## REQUIRED ACTION
Only a number is expected: how many lines in these records mention the word "الصحابة"?

## INPUT
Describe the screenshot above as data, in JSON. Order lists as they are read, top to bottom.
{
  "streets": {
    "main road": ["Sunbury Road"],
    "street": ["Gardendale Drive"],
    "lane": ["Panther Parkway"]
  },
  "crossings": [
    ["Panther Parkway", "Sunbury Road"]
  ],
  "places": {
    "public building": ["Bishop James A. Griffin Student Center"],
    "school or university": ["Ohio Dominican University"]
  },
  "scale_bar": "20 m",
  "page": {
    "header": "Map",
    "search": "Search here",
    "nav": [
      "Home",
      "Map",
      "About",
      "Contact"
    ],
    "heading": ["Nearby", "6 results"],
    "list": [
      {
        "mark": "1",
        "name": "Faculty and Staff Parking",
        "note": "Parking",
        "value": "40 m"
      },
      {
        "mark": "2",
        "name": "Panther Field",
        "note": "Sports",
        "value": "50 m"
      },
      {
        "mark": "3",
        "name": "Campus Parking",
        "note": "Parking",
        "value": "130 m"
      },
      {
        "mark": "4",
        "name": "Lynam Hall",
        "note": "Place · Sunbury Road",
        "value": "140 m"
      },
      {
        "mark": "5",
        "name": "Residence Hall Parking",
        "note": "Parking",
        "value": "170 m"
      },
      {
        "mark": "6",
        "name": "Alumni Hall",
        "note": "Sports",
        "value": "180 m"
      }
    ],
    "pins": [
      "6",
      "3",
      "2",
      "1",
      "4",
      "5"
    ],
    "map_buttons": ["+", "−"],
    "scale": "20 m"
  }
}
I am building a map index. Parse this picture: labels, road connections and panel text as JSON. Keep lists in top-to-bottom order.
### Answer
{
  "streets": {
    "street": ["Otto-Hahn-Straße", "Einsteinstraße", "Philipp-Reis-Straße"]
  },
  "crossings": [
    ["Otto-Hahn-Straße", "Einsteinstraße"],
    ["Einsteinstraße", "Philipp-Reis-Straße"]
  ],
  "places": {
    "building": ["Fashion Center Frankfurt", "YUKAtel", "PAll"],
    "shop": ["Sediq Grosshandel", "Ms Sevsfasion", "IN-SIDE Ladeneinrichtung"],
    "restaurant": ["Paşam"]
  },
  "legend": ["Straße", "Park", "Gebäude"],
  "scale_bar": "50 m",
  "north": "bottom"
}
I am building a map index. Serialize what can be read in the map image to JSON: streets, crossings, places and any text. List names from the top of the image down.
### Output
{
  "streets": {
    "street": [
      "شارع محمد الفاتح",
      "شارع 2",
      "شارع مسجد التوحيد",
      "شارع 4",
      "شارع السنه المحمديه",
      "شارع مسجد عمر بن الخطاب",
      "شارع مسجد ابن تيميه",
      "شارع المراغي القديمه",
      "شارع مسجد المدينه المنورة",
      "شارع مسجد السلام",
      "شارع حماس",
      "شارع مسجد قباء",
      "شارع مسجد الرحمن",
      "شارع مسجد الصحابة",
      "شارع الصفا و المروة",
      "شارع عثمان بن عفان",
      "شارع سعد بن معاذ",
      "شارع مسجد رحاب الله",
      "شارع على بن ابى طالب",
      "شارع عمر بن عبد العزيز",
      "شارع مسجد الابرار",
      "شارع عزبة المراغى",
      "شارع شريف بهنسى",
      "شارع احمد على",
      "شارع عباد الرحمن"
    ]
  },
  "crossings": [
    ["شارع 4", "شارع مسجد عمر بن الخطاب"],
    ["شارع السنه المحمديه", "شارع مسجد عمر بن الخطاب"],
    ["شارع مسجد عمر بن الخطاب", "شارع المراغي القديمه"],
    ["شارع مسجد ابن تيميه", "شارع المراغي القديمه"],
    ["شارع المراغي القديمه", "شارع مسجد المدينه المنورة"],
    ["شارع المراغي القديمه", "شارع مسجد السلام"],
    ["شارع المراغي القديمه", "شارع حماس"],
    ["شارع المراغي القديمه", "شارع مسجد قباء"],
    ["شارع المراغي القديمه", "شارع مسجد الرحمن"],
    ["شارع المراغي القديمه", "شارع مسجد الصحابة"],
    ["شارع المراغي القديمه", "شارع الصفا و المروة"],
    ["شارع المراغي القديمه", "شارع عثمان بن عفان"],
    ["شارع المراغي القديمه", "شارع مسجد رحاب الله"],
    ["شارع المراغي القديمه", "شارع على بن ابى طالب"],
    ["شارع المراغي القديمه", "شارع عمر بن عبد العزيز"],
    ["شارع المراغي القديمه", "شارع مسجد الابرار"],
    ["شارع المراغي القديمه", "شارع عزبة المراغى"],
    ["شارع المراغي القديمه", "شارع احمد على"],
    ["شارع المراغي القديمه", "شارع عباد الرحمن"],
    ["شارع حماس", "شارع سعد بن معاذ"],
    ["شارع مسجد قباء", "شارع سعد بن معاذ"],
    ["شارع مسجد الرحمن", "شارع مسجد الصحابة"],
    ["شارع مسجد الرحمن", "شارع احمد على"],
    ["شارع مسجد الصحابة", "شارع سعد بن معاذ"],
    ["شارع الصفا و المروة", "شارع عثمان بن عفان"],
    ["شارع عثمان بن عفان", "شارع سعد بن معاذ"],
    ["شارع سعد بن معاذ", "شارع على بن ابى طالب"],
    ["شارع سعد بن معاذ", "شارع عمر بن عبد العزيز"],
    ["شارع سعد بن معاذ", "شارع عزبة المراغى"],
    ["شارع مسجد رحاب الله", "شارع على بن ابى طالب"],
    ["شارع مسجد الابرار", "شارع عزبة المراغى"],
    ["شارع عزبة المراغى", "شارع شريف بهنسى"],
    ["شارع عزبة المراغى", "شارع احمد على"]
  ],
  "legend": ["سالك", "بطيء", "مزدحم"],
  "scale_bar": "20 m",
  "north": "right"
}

## TASK ANSWER
4